* [AIM OF THE TASK]
From the entries below, report how many lines contain the string "hidden". Only the number is wanted.
════════════════
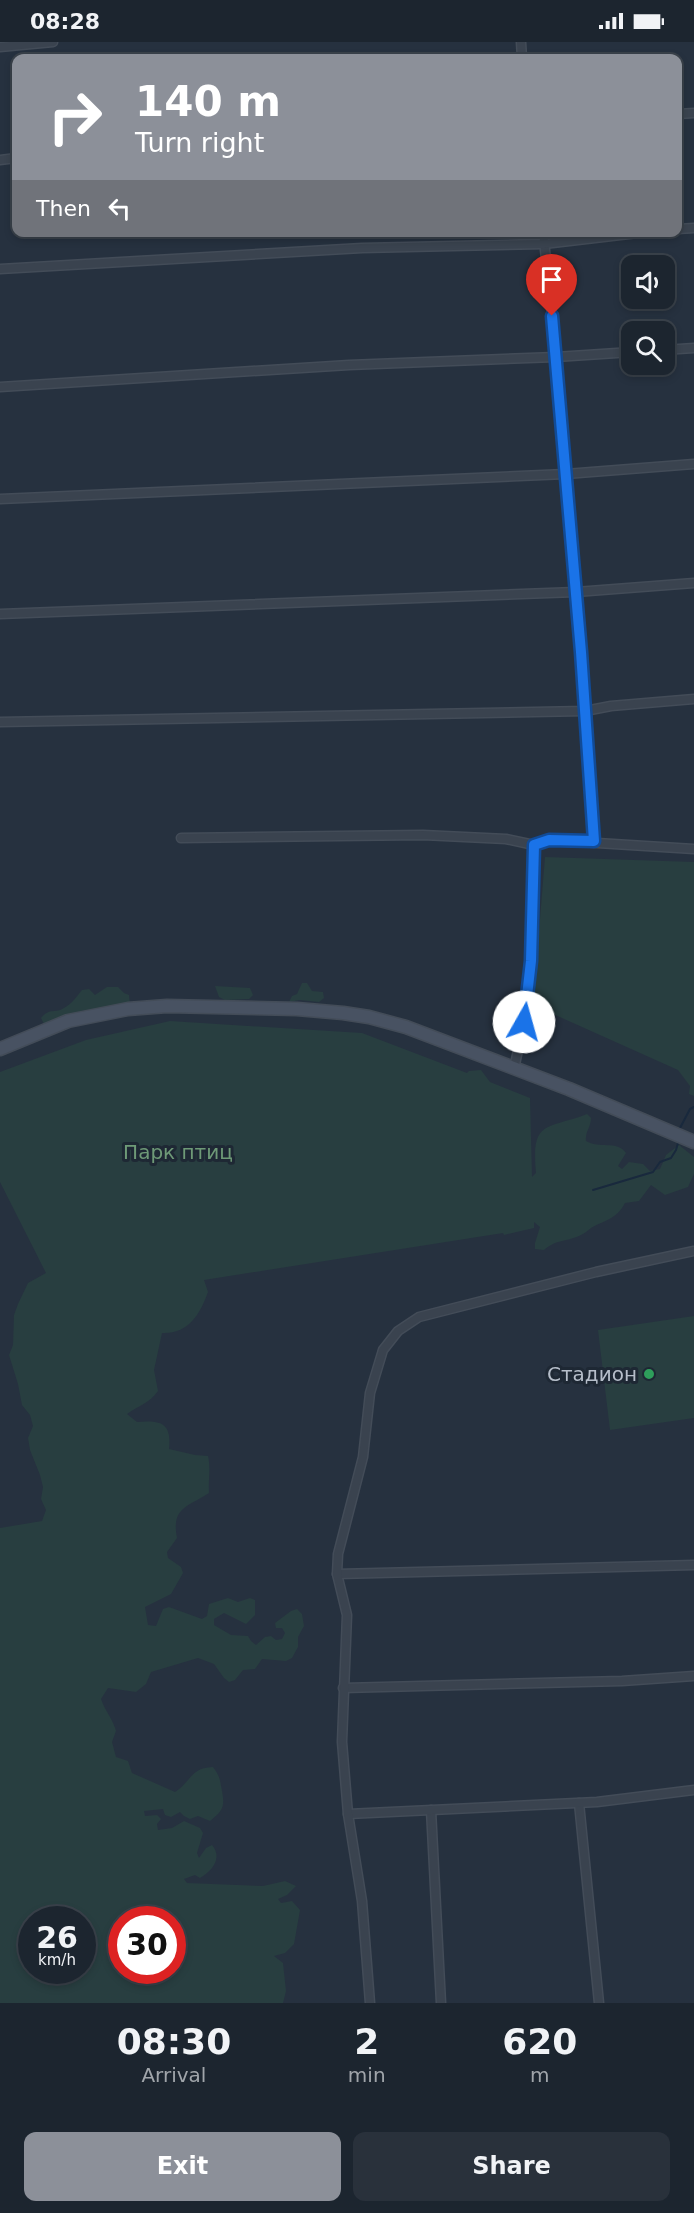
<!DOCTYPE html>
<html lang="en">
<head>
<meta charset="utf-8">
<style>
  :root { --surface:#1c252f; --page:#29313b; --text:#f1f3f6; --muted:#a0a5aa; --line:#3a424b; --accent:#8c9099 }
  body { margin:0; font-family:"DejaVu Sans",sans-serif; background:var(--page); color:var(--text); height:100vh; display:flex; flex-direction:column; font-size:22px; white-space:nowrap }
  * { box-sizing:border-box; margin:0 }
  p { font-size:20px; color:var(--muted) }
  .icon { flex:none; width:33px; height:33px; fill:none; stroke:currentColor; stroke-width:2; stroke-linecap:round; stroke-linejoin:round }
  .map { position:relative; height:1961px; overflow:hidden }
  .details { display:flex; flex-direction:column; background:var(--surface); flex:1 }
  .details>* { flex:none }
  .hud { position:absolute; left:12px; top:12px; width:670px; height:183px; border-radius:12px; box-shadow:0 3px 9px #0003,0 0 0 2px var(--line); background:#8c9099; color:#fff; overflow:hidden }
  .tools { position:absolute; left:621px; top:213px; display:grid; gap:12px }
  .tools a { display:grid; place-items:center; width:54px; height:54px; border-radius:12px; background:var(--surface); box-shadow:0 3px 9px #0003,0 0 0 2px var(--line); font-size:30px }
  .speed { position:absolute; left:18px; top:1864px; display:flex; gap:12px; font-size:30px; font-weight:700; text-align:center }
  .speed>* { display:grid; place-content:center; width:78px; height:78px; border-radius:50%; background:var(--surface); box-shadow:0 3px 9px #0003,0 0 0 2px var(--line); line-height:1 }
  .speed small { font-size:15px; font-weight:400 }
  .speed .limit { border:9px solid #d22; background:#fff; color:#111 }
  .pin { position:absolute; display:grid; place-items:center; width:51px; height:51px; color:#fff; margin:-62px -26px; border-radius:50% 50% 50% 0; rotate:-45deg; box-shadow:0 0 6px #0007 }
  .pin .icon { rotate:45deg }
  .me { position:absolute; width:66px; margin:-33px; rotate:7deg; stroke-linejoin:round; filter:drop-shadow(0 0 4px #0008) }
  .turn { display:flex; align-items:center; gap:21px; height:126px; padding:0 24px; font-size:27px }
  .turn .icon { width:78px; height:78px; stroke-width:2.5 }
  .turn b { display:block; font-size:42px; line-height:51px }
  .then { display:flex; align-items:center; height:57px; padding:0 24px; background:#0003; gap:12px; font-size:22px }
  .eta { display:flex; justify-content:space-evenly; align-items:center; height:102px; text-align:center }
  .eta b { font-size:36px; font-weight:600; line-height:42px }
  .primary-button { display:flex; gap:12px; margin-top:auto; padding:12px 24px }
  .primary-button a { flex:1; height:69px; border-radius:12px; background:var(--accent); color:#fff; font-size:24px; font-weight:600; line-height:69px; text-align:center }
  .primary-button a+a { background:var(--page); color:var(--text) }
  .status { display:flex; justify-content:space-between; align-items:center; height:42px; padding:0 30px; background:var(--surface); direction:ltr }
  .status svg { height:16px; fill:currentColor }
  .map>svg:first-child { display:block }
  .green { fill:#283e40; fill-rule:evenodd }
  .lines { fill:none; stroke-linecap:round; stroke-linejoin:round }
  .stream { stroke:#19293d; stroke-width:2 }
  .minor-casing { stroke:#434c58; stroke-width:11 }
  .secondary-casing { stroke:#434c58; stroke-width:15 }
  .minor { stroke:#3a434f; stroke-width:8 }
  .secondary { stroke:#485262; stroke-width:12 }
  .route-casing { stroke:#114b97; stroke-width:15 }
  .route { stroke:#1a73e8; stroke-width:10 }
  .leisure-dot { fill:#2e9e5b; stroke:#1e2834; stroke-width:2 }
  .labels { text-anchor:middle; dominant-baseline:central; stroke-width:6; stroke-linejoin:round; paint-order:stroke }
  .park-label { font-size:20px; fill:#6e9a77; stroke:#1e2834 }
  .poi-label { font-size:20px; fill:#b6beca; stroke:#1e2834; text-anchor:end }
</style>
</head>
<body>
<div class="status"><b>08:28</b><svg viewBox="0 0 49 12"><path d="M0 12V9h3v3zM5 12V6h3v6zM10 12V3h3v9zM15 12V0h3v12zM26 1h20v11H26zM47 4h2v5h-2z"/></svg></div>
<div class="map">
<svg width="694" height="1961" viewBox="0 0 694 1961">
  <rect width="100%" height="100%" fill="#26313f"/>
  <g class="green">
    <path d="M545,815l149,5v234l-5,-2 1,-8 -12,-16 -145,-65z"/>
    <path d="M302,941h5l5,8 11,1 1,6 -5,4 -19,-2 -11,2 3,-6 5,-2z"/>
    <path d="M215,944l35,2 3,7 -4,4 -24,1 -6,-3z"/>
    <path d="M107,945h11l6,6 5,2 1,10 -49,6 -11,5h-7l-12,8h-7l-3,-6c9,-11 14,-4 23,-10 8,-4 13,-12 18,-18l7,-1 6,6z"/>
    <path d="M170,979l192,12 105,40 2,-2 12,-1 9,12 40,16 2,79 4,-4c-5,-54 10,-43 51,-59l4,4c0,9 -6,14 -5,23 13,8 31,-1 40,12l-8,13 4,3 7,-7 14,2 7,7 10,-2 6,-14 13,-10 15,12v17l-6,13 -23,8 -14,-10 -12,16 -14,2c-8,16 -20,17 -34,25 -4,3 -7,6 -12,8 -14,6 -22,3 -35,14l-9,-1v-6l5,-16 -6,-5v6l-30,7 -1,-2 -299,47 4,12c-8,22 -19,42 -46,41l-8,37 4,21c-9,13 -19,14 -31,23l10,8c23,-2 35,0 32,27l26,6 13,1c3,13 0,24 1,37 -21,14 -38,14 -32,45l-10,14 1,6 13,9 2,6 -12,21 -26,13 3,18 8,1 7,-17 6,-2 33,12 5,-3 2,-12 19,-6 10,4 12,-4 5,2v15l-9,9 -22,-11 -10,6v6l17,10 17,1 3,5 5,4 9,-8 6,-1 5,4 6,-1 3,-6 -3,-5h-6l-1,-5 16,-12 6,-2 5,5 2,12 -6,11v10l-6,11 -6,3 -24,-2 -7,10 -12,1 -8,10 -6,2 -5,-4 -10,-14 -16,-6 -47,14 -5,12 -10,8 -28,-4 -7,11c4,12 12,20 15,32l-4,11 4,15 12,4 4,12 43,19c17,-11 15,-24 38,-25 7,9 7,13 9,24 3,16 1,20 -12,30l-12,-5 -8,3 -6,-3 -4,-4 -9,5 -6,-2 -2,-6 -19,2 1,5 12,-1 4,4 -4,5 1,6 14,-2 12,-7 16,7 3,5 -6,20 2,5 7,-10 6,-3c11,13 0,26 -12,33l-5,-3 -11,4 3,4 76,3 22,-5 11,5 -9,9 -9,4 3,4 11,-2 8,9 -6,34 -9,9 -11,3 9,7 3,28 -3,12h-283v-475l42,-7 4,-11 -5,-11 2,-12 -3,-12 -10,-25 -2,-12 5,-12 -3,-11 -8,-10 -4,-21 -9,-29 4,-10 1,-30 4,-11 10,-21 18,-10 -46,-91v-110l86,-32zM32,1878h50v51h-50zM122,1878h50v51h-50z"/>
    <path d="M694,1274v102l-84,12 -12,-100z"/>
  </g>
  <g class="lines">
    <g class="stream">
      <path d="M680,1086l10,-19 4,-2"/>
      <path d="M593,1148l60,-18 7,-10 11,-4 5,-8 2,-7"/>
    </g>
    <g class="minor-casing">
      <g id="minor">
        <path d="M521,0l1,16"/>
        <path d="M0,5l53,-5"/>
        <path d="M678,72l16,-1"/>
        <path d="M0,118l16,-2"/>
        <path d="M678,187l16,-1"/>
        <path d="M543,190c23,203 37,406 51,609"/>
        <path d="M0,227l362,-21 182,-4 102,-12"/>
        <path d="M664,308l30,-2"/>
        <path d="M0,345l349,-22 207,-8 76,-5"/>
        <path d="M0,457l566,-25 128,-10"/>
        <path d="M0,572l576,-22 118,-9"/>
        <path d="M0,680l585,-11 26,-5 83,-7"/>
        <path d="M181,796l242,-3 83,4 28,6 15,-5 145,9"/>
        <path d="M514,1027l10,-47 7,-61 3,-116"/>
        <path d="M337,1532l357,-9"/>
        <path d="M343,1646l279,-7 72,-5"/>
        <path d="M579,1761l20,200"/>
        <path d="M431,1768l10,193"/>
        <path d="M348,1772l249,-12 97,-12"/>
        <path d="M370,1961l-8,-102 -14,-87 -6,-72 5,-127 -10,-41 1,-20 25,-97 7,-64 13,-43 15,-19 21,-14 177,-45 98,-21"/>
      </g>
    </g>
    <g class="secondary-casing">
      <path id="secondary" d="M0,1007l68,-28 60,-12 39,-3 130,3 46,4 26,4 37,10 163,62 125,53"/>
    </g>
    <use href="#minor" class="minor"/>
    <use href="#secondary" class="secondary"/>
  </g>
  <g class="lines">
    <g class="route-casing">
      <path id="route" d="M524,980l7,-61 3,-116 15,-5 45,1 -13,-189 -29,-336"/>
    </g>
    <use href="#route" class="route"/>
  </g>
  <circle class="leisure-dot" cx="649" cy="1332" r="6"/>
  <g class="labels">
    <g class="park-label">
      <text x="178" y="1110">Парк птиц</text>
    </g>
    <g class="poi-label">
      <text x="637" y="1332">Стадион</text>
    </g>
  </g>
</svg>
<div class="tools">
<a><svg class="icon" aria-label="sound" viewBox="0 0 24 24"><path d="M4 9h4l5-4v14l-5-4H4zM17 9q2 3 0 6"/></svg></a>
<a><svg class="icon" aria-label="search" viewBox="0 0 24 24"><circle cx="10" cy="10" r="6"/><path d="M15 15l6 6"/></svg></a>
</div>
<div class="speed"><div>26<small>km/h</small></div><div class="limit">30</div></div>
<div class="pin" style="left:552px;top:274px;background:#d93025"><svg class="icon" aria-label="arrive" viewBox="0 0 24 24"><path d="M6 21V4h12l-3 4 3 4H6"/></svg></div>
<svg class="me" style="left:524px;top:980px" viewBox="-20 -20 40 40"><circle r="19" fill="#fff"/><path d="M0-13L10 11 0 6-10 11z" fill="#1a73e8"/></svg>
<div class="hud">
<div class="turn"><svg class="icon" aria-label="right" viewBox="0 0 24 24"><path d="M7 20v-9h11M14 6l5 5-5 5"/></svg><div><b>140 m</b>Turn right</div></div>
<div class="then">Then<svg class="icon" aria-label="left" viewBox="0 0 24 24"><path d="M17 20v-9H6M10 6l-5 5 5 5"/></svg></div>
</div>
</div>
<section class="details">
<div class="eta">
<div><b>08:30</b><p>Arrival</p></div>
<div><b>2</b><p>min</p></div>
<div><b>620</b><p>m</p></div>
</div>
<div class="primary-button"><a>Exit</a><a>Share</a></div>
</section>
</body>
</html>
════════════════
* [RESULT FOR THIS EXERCISE]
2